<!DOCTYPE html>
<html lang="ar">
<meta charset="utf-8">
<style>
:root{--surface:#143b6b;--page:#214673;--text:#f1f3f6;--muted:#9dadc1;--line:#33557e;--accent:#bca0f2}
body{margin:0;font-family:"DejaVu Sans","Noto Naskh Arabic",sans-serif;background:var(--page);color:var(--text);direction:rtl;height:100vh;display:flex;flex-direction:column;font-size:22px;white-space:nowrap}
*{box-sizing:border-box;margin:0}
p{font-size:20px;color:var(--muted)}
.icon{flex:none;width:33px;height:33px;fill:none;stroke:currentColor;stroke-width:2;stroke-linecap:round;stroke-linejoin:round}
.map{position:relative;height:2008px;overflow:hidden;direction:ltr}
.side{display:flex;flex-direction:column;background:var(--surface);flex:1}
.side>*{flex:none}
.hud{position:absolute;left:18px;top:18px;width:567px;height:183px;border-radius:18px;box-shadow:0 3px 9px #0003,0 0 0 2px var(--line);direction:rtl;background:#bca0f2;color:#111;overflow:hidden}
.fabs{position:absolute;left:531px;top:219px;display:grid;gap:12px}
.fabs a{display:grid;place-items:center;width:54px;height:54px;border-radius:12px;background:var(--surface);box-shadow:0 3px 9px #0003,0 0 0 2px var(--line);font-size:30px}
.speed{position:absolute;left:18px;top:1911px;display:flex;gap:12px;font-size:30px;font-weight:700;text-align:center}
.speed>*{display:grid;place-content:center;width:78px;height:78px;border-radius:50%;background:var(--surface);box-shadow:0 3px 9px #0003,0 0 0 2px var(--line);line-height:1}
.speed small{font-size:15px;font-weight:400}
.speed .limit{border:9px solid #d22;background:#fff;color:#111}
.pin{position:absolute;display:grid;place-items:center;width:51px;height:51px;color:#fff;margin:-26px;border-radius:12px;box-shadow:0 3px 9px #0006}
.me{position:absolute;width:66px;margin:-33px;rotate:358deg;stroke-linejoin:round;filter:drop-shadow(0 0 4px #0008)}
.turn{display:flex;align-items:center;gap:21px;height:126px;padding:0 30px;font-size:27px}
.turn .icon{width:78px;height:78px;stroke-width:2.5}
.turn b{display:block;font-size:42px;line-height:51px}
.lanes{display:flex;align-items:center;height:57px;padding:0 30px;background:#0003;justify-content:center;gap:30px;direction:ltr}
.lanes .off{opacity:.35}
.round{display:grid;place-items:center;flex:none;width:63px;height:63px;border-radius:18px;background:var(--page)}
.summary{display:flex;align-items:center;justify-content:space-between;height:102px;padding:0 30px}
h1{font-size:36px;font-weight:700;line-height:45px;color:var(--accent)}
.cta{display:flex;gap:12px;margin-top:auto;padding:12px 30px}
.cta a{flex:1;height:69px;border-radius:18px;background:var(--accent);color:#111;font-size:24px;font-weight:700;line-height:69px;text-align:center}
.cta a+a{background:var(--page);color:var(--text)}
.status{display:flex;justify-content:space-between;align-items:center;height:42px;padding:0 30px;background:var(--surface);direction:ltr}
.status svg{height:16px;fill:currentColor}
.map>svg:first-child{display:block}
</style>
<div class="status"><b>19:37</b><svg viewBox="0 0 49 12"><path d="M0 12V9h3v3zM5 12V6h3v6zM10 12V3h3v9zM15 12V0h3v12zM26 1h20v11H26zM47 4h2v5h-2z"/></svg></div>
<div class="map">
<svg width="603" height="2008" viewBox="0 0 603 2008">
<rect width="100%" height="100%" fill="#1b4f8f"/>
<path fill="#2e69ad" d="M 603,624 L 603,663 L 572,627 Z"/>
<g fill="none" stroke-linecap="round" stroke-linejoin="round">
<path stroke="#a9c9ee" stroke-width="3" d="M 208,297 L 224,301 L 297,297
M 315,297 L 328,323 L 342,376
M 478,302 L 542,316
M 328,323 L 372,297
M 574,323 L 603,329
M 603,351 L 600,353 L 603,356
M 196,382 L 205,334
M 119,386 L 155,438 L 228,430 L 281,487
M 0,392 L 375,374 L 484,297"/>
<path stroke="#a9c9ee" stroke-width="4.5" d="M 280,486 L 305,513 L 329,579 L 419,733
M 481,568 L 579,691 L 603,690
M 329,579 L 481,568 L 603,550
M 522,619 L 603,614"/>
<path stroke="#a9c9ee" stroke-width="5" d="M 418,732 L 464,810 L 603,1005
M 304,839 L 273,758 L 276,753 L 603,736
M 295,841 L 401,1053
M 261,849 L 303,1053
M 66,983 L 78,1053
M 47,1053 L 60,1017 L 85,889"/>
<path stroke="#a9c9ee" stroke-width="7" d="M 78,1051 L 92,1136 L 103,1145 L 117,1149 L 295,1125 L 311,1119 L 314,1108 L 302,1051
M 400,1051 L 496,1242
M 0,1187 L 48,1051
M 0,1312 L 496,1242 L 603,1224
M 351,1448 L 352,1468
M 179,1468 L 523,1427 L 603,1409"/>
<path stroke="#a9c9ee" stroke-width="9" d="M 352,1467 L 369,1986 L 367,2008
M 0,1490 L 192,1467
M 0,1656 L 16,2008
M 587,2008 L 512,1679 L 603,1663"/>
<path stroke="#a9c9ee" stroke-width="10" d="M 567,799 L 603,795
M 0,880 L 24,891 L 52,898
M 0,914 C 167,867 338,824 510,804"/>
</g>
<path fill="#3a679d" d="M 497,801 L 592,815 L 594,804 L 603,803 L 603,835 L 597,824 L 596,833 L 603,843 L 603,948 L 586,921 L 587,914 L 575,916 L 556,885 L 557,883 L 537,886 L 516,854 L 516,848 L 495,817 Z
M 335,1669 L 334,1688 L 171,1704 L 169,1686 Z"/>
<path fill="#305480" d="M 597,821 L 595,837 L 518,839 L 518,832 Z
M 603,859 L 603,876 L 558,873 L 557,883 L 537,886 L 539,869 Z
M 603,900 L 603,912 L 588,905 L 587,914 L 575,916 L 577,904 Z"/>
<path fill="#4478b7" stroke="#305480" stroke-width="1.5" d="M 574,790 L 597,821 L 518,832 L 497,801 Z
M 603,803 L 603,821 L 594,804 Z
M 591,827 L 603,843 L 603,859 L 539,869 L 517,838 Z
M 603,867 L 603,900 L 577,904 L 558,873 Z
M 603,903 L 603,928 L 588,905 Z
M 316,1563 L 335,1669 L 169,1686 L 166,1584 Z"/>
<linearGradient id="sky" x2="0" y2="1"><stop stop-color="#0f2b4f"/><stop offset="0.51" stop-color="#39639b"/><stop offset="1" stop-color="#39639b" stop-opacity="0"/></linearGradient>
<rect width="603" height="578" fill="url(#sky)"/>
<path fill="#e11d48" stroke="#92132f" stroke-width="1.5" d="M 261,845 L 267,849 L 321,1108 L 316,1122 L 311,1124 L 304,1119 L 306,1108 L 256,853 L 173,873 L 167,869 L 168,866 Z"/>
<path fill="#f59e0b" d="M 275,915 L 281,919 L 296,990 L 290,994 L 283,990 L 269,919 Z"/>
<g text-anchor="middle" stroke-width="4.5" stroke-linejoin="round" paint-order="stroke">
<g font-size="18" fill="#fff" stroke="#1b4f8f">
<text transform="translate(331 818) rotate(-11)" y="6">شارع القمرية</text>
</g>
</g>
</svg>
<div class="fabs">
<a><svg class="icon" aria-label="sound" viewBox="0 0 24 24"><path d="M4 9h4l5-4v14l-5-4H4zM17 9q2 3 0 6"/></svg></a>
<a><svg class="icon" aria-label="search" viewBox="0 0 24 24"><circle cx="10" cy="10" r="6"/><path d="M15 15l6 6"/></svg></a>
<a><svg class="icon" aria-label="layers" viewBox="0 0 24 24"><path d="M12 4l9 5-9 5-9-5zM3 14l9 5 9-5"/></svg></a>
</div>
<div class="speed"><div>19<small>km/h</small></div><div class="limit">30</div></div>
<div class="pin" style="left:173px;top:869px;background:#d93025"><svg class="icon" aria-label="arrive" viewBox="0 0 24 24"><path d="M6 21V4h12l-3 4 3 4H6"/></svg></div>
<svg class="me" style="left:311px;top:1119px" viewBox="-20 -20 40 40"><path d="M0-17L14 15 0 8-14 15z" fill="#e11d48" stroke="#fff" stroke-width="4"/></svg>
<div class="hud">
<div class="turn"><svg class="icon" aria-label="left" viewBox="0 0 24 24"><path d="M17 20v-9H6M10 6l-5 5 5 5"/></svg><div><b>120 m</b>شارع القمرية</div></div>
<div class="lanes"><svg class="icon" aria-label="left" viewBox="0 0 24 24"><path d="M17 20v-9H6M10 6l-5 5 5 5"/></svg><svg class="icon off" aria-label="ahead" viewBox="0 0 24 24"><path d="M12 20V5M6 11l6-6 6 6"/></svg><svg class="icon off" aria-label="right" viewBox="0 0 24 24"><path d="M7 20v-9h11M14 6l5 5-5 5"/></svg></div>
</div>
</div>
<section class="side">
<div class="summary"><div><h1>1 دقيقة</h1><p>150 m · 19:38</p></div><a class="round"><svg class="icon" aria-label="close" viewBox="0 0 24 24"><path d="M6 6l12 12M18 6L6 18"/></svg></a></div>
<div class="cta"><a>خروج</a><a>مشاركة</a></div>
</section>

★ ★ ★ ★ ★

= EXERCISE =
Your answer should be each line from the entries that includes the string "shadow".

= EXERCISE ANSWER =
.hud{position:absolute;left:18px;top:18px;width:567px;height:183px;border-radius:18px;box-shadow:0 3px 9px #0003,0 0 0 2px var(--line);direction:rtl;background:#bca0f2;color:#111;overflow:hidden}
.fabs a{display:grid;place-items:center;width:54px;height:54px;border-radius:12px;background:var(--surface);box-shadow:0 3px 9px #0003,0 0 0 2px var(--line);font-size:30px}
.speed>*{display:grid;place-content:center;width:78px;height:78px;border-radius:50%;background:var(--surface);box-shadow:0 3px 9px #0003,0 0 0 2px var(--line);line-height:1}
.pin{position:absolute;display:grid;place-items:center;width:51px;height:51px;color:#fff;margin:-26px;border-radius:12px;box-shadow:0 3px 9px #0006}
.me{position:absolute;width:66px;margin:-33px;rotate:358deg;stroke-linejoin:round;filter:drop-shadow(0 0 4px #0008)}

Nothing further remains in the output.